La natura sintetica di questa nota mi obbliga a considerare, senza pretese di completezza, pochi punti che appaiono di particolare rilievo come: – la situazione attuale della ricerca italiana, – le cause remote e recenti alla base delle difficoltà che abbiamo,  -i settori prioritari per i quali le esigenze dello sviluppo richiedono una concentrazione degli sforzi, -la natura degli interventi più rilevanti che l’analisi suggerisce.  Naturalmente tratteremo della ricerca tesa all’innovazione tecnologica e non delle tante altre attività che con lo stesso nome sono praticate nelle nostre scuole ed istituti.

La credenza generalizzata che le insufficienze della nostra ricerca derivi principalmente dall’insufficienza dei mezzi disponibili è consolidata anche tra gli addetti ai lavori  ed è diffusa la convinzione che con maggiori mezzi si potrebbe rapidamente recuperare una capacità innovativa diffusa e di alto livello. È una convinzione la cui fondatezza è tutta da dimostrare; anzi, ci sono segnali evidenti che la situazione reale è più difficile.

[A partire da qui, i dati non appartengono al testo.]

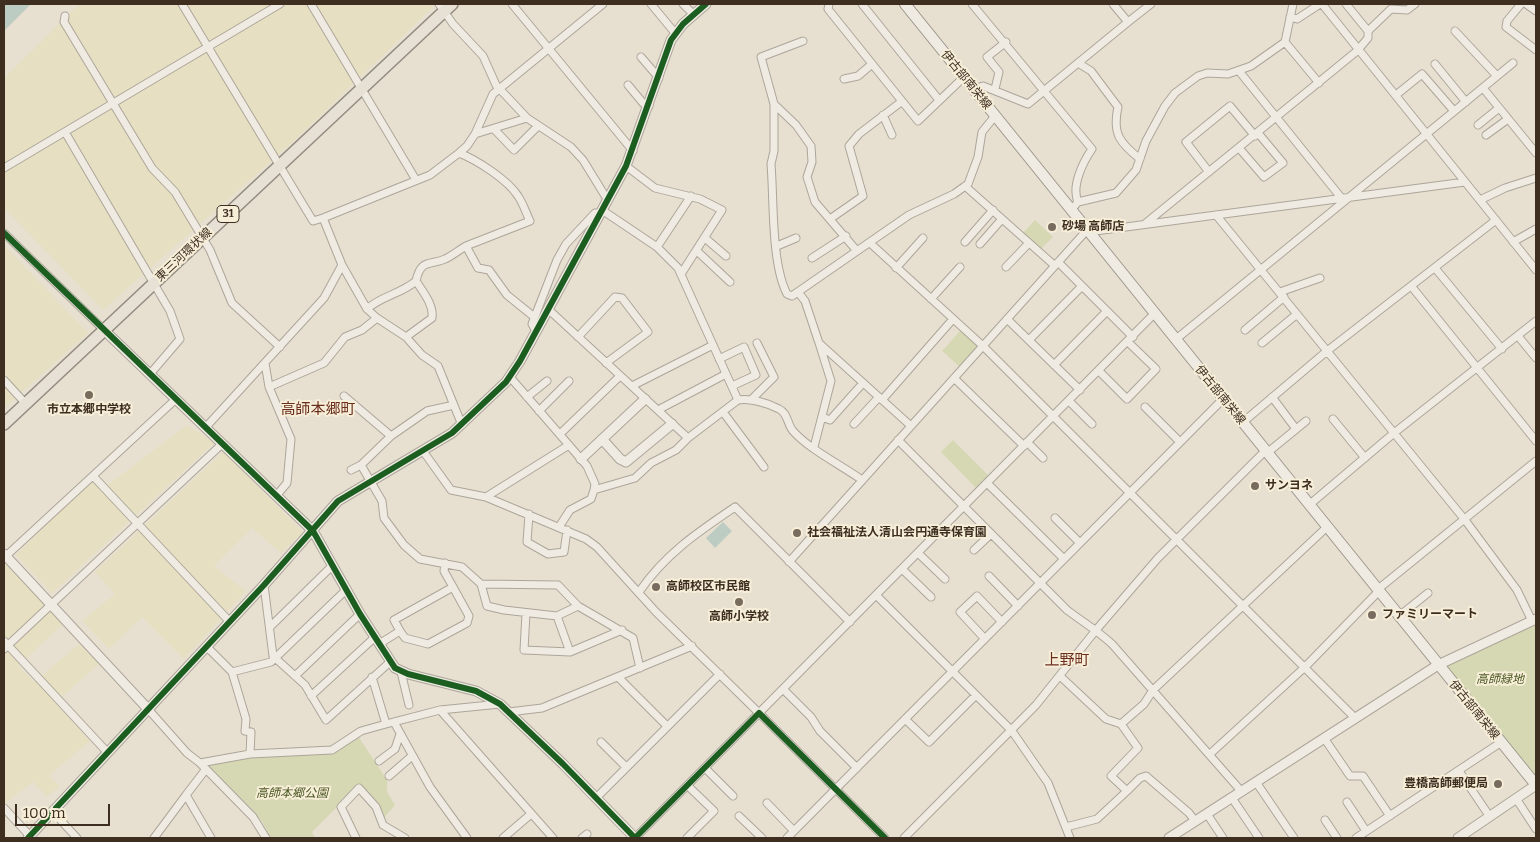 <!DOCTYPE html>
<html>
<head>
<meta charset="utf-8">
<style>
  body { margin:0 }
  #map { position:relative; width:1540px; height:842px; overflow:hidden; background:#e7e0d1; font-family:Bitter,serif }
  canvas { display:block }
  .frame { position:absolute; inset:0; border:5px solid #3d2e20; pointer-events:none }
  .scale { position:absolute; left:15px; top:804px; width:95px; height:22px; box-sizing:border-box; border:2px solid #3d2e20; border-top:0; padding-left:6px; font-size:15px; line-height:18px; white-space:nowrap; color:#3d2e20; -webkit-text-stroke:4px #f7eed8; paint-order:stroke }
</style>
</head>
<body>
<div id="map">
<canvas width="1540" height="842"></canvas>
<div class="frame"></div>
<div class="scale">100 m</div>
</div>
<script>
const ctx = document.querySelector('canvas').getContext('2d');
ctx.lineJoin = 'round';
function fill(path, color) { ctx.fillStyle = color; ctx.fill(path, 'evenodd'); }
function stroke(path, color, width, dash) { ctx.strokeStyle = color; ctx.lineWidth = width; ctx.lineCap = dash ? 'butt' : 'round'; ctx.setLineDash(dash || []); ctx.stroke(path); }
function drawText(font, color, halo, rows, align = 'center') {
  ctx.font = font + ' Bitter,"Noto Sans JP",serif'; ctx.lineWidth = 4; ctx.setLineDash([]); ctx.textBaseline = 'middle'; ctx.strokeStyle = halo; ctx.fillStyle = color; for (const [text, x, y, turn = 0] of rows) {
    ctx.save(); ctx.translate(x, y); ctx.rotate((+turn || 0) * Math.PI / 180); ctx.textAlign = isNaN(turn) ? turn : align; if (halo) ctx.strokeText(text, 0, 0); ctx.fillText(text, 0, 0); ctx.restore();
  }
}
fill(new Path2D(`
  M 79,4 L 436,4 L 296,139 L 103,310 L 4,208 L 4,78 Z
  M 4,245 L 88,333 L 4,408 Z
  M 187,425 L 214,443 L 52,593 L 16,555 L 92,479 L 104,488 Z
  M 223,452 L 303,532 L 281,553 L 252,528 L 214,566 L 246,591 L 184,659 L 142,617 L 109,649 L 82,621 L 115,594 L 95,572 Z
  M 4,563 L 64,623 L 18,666 L 34,682 L 79,644 L 99,664 L 55,703 L 90,741 L 49,776 L 60,786 L 47,797 L 33,782 L 4,804 Z`), '#e6dfc2');
fill(new Path2D(`
  M 1035,220 L 1053,237 L 1041,249 L 1023,233 Z
  M 961,330 L 978,347 L 960,367 L 942,351 Z
  M 953,440 L 990,477 L 977,489 L 941,452 Z
  M 1536,624 L 1536,778 L 1445,670 L 1451,663 Z
  M 358,736 L 387,780 L 387,792 L 395,805 L 383,819 L 378,806 L 360,784 L 312,832 L 315,838 L 270,838 L 262,821 L 208,766 L 249,756 L 339,751 Z`), '#d6d7b3');
fill(new Path2D(`
  M 4,4 L 31,4 L 4,31 Z
  M 723,522 L 732,531 L 715,548 L 706,538 Z`), '#bcccc2');
const minor = new Path2D(`
  M 182,4 L 313,221 L 323,218 L 342,265 L 367,309 L 377,318 L 406,337 L 422,355 L 438,366 L 462,425
  M 311,4 L 416,180
  M 439,4 L 453,24 L 483,56 L 496,85 L 527,118 L 571,147 L 583,160 L 607,199
  M 512,4 L 633,151
  M 651,4 L 675,33
  M 683,4 L 694,15
  M 829,4 L 828,9 L 918,121 L 964,77
  M 862,4 L 939,100
  M 972,4 L 1092,149 C 1083,162 1071,186 1078,202
  M 1322,4 L 1536,270
  M 1346,4 L 1368,31
  M 1521,4 L 1507,21 L 1506,27 L 1536,50
  M 1526,4 L 1536,11
  M 65,16 L 64,22 L 152,168 L 175,192 L 210,250 L 232,303 L 280,347
  M 1290,17 L 1297,19 L 1320,4
  M 1128,22 L 1151,4
  M 1455,31 L 1497,76
  M 803,41 L 761,57 L 774,104 L 796,125 L 811,146 L 812,162 L 807,177 L 815,202 L 857,251
  M 1285,42 L 1319,83
  M 641,57 L 659,78
  M 1078,63 L 1091,71 L 1118,107 C 1112,134 1120,143 1140,159
  M 1435,64 L 1466,102
  M 1239,71 L 1343,200
  M 844,79 L 858,76 L 872,64
  M 628,85 L 643,103 L 649,106
  M 1483,88 L 1536,153
  M 974,89 L 983,86 L 1028,104 L 1128,22 L 1113,4
  M 995,89 L 999,72 L 987,57 L 1006,42
  M 1396,95 L 1422,74 L 1454,111
  M 774,104 L 774,151 L 771,164 C 774,200 771,263 787,294 L 792,296 L 909,215 L 954,194 L 968,184 L 978,157 L 982,132 L 995,116
  M 883,115 L 892,135
  M 1478,125 L 1499,108
  M 494,129 L 514,150 L 538,126
  M 65,132 L 170,311 L 180,339 L 150,374
  M 475,134 L 527,118
  M 1486,135 L 1508,119
  M 1239,148 L 1264,177 L 1283,163 L 1258,133
  M 459,153 C 477,160 508,180 518,196 C 523,203 526,213 530,221 L 466,246 L 478,268 L 489,270 L 507,295 L 533,316
  M 626,166 L 655,188 L 700,199 L 722,210 L 681,274
  M 4,168 L 280,4
  M 1209,172 L 1186,142 L 1230,106 L 1255,136
  M 965,186 L 1054,265
  M 1480,200 L 1505,188 L 1536,178
  M 602,210 L 657,247 L 678,268 L 738,400
  M 1071,210 L 1078,202 L 1116,193 L 1136,170 L 1146,141 L 1165,106 L 1175,93 L 1198,76 L 1207,73 L 1228,74 L 1251,66 L 1285,42 L 1293,4
  M 1216,215 L 1465,520 L 1517,590 L 1532,621
  M 323,218 L 430,175 L 459,153 L 467,146 L 475,134 L 493,94 L 603,4
  M 830,219 L 863,196 L 849,146 L 859,134 L 901,102
  M 1146,223 L 1357,51 L 1368,38 L 1368,31 L 1391,9 L 1407,10 L 1415,4
  M 1088,232 L 1465,182
  M 4,233 L 104,330
  M 705,238 L 726,256
  M 965,242 L 993,210
  M 1513,242 L 1536,229
  M 870,243 L 983,346 L 1355,718
  M 980,244 L 1002,219
  M 777,246 L 796,238
  M 657,247 L 691,196
  M 697,251 L 730,282
  M 812,258 L 846,236
  M 1058,262 L 1133,337
  M 1006,267 L 1029,243
  M 896,268 L 923,238
  M 1435,268 L 1502,349
  M 1412,287 L 1536,441
  M 798,292 L 805,301 L 819,343 L 911,426
  M 1280,292 L 1320,278
  M 931,299 L 960,267
  M 367,309 C 381,296 401,294 416,281
  M 548,309 L 688,438 L 738,400 C 750,398 768,403 779,409 C 788,413 787,424 793,431 C 810,450 841,465 862,480
  M 1007,319 L 1080,390
  M 1245,330 L 1284,297
  M 536,331 L 532,324 L 557,260 L 566,244 L 595,213 L 600,213
  M 1518,336 L 1536,358
  M 406,337 L 432,318 C 434,305 423,292 416,281 C 421,258 430,266 445,259 C 452,256 459,250 466,246
  M 578,337 L 615,297 L 622,298 L 648,332 L 606,363
  M 1029,340 L 1082,286
  M 1175,340 L 1513,63
  M 1262,343 L 1297,314
  M 719,359 L 744,347 L 756,375 L 732,386
  M 265,363 L 269,387 L 291,439 L 287,483 L 276,496
  M 1054,365 L 1107,311
  M 1099,371 L 1127,399 L 1156,369 L 1128,342
  M 510,377 L 587,466 L 595,484 L 594,490 L 635,478 L 651,463 L 676,450 L 688,438
  M 954,378 L 1024,446
  M 4,380 L 26,404
  M 632,386 L 713,345
  M 269,387 L 324,363 L 345,337 L 362,330 L 377,318
  M 344,396 L 391,436
  M 527,397 L 547,381
  M 1272,397 L 1296,429
  M 751,400 L 774,377 L 757,343
  M 882,400 L 953,319
  M 1069,401 L 1092,424
  M 454,405 L 427,411 L 391,436 L 361,465 L 382,501 L 384,518 L 404,545 L 420,559 L 462,567 L 481,584 L 558,585 L 578,606 L 633,638 L 640,668
  M 1145,407 L 1180,442
  M 658,410 L 726,374
  M 539,411 L 569,381
  M 723,412 L 764,467
  M 822,417 L 830,420 L 863,383
  M 1333,419 L 1365,458
  M 1242,423 L 1327,351 L 1496,220
  M 854,424 L 879,397
  M 206,427 L 324,298 L 342,265
  M 560,434 L 620,376
  M 898,440 L 1067,610 C 1083,622 1098,631 1112,644 L 1242,792
  M 1027,442 L 1043,458
  M 814,447 L 831,381 L 819,343
  M 423,451 L 451,490 L 486,497 L 586,539 L 597,547 L 656,612 L 759,713 L 1154,314
  M 1267,453 L 1306,421
  M 351,470 L 361,465
  M 93,476 L 229,621
  M 987,483 L 1064,559
  M 486,497 L 569,445
  M 1309,505 L 1394,433 L 1536,321
  M 529,514 L 527,542 L 548,554 L 564,552 L 567,530
  M 1055,518 L 1080,543
  M 559,527 L 570,510 L 591,499 L 594,490
  M 974,550 L 991,534
  M 918,553 L 945,579
  M 6,556 L 176,399
  M 789,562 L 1087,230
  M 445,563 L 444,571 L 453,587
  M 902,569 L 931,597
  M 989,576 L 1018,606
  M 481,584 L 487,606 L 504,610 L 557,616 L 578,606
  M 264,585 L 273,656 L 305,685 L 326,720 L 390,662
  M 1377,590 L 1536,461
  M 639,592 C 665,554 698,532 735,507 L 850,622
  M 876,595 L 1012,731 L 1048,783 L 1070,838
  M 526,613 L 524,650 L 570,652 L 622,630
  M 557,616 L 570,652
  M 1398,617 L 1428,593
  M 271,626 L 333,565
  M 985,639 L 960,612 L 977,596 L 1002,622
  M 4,641 L 108,753
  M 379,644 L 400,631 L 394,620 L 453,587 L 469,616 L 467,623 L 428,644 L 405,638 L 400,631
  M 206,646 L 232,672 L 271,662 L 347,589
  M 4,649 L 222,444
  M 232,672 L 246,719 L 245,731 L 251,732 L 250,754
  M 401,672 L 409,705
  M 295,676 L 360,614
  M 1060,676 L 1106,719 L 1121,724
  M 372,677 L 386,724
  M 618,677 L 667,726
  M 783,689 L 811,717 L 820,731 L 857,768
  M 311,696 L 374,638
  M 148,709 L 187,753 L 200,763 L 250,754 L 332,750 L 361,731 L 386,724 L 440,710 L 500,704
  M 440,710 L 553,838
  M 509,712 L 542,708 L 692,646
  M 905,719 L 929,742 L 976,695
  M 394,722 L 430,787 L 467,838
  M 1324,738 L 1350,776 L 1363,776 L 1390,816
  M 601,742 L 626,767
  M 1210,754 L 1305,667 L 1378,592
  M 379,761 L 395,749 L 400,734
  M 200,763 L 253,817 L 266,838
  M 705,768 L 733,796
  M 1459,771 L 1490,817
  M 389,776 L 412,756
  M 1256,782 L 1294,838
  M 1127,791 L 1140,778 L 1146,776 L 1189,813 L 1195,821
  M 186,795 L 206,769
  M 596,798 L 720,674
  M 1232,798 L 1259,838
  M 1517,800 L 1536,829
  M 1347,802 L 1366,831
  M 767,803 L 794,831
  M 4,808 L 30,836
  M 53,812 L 77,838
  M 1207,814 L 1223,838
  M 739,816 L 762,838
  M 1325,820 L 1337,838
  M 1066,827 L 1097,819 L 1127,791 L 1111,776 L 1138,748 L 1121,724 L 1144,704 L 1153,690 L 1327,527
  M 154,838 L 186,795 L 211,838
  M 356,838 L 341,807 L 359,788 L 376,807 L 383,825 L 405,838
  M 503,838 L 531,814
  M 582,838 L 587,834
  M 635,838 L 759,713 L 885,838
  M 687,838 L 714,811 L 688,786
  M 787,838 L 1223,399
  M 904,838 L 1036,705 L 1096,630 L 1158,558 L 1265,451
  M 1356,838 L 1500,743`);
const tertiary = new Path2D(`
  M 104,330 L 313,531 L 360,614 L 395,668 L 408,674 L 476,691 L 500,704 L 563,764 L 635,838
  M 602,439 L 620,459 L 626,462 L 672,424
  M 581,459 L 645,399
  M 4,554 L 148,709
  M 28,838 L 264,585 L 338,501 L 452,433 L 506,382 L 520,361 L 626,166 L 671,40 L 683,24 L 706,4
  M 1169,838 L 1438,665 L 1536,619
  M 1458,838 L 1536,785`);
const secondary = new Path2D(`
  M 905,4 L 1536,785`);
const primary = new Path2D(`
  M 4,424 L 452,4`);
stroke(minor, '#ada599', 9);
stroke(tertiary, '#ada599', 11);
stroke(secondary, '#9c958a', 12);
stroke(primary, '#928b80', 14);
stroke(minor, '#efebe3', 7);
stroke(tertiary, '#efebe3', 9);
stroke(secondary, '#efebe3', 10);
stroke(primary, '#e6e1d4', 11);
stroke(new Path2D(`
  M 4,233 L 313,531 L 360,614 L 395,668 L 408,674 L 476,691 L 500,704 L 563,764 L 635,838 L 759,713 L 885,838
  M 28,838 L 264,585 L 338,501 L 452,433 L 506,382 L 520,361 L 626,166 L 671,40 L 683,24 L 706,4`), '#1b5e20', 6);
for (const [x, y, r, color] of [
  [1052,227,5,"#786c5e"],
  [89,395,5,"#786c5e"],
  [1255,486,5,"#786c5e"],
  [797,533,5,"#786c5e"],
  [656,587,5,"#786c5e"],
  [739,602,5,"#786c5e"],
  [1372,615,5,"#786c5e"],
  [1498,784,5,"#786c5e"]
]) { const dot = new Path2D(); dot.arc(x, y, r, 0, 2 * Math.PI); ctx.fillStyle = color; ctx.fill(dot); stroke(dot, '#f7eed8', 2); }
for (const [x, y, w] of [
  [228,214,22]
]) { const box = new Path2D(); box.roundRect(x - w / 2, y - 8.5, w, 17, 4); ctx.fillStyle = '#f7eed8'; ctx.fill(box); stroke(box, '#3d2e20', 1); }
drawText('bold 11px', '#3d2e20', null, [
  ["31",228,214]
]);
drawText('12px', '#3d2e20', '#f7eed8', [
  ["伊古部南栄線",966,80,51],
  ["東三河環状線",184,255,-43],
  ["伊古部南栄線",1220,395,51],
  ["伊古部南栄線",1474,710,51]
]);
drawText('bold 12px', '#3d2e20', '#f7eed8', [
  ["砂場 高師店",1062,227],
  ["市立本郷中学校",89,410,"center"],
  ["サンヨネ",1265,486],
  ["社会福祉法人清山会円通寺保育園",807,533],
  ["高師校区市民館",666,587],
  ["ファミリーマート",1382,615],
  ["高師小学校",739,617,"center"],
  ["豊橋高師郵便局",1488,784,"right"]
], 'left');
drawText('italic 12px', '#4d5a26', '#f7eed8', [
  ["高師緑地",1500,680],
  ["高師本郷公園",292,794]
]);
drawText('15px', '#6b2e1e', '#f7eed8', [
  ["高師本郷町",318,410],
  ["上野町",1067,661]
]);
</script>
</body>
</html>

Una prima semplice osservazione è che a fronte di una spesa intorno al 50% di quella media dei partners europei la nostra produzione di innovazione, comunque misurata (brevetti, processi nazionali utilizzati, bilancia tecnologica, bilancia commerciale dei settori ad alto contenuto di Know­How, ecc.), è ben al disotto di questa percentuale relativa. Ciò pone quanto meno un problema di efficienza e-quindi di sostenibilità economica e utilizzabilità dei risultati. Ma la situazione richiede ancora di più. Negli ultimi 20-30 anni l’industria sia pubblica che privata ha progressivamente ridotto drasticamente le attività di ricerca; pertanto c’è poco da meravigliarsi se oggi si innova poco e quel poco viene in larga misura importato. È un fenomeno esaltato dalla tipologia del nostro sistema industriale, costituito prevalentemente da settori maturi che richiedono prevalentemente  “ottimazione di processo” disponibile in misura crescente e prezzi decrescenti dal mercato globalizzato.
Non è una situazione provvisoria ma sempre più strutturale, causa di circoli viziosi che portano ad una progressiva deindustrializzazione della grande impresa che tende a scomparire come tale. D’altra parte non è ancora nata una ricerca per la piccola e media impresa che sempre più, caratterizza il nostro orizzonte industriale.
Una prima conclusione è che il miglioramento del livello competitivo della nostra economia passa inevitabilmente per una quota significativa dalla ricerca della grande industria. Ciò è già avvenuto in Italia nel secondo dopoguerra partendo da una situazione ancora più difficile e per quanto oggi appaia difficile il recupero di questa situazione è  possibile. Ovviamente è necessaria la mobilitazione del Paese in tutte le sue componenti, politiche, economiche,  culturali, ecc. Qualunque alternativa più debole e rinunciataria porterebbe al blocco e quindi al collasso del Paese industriale.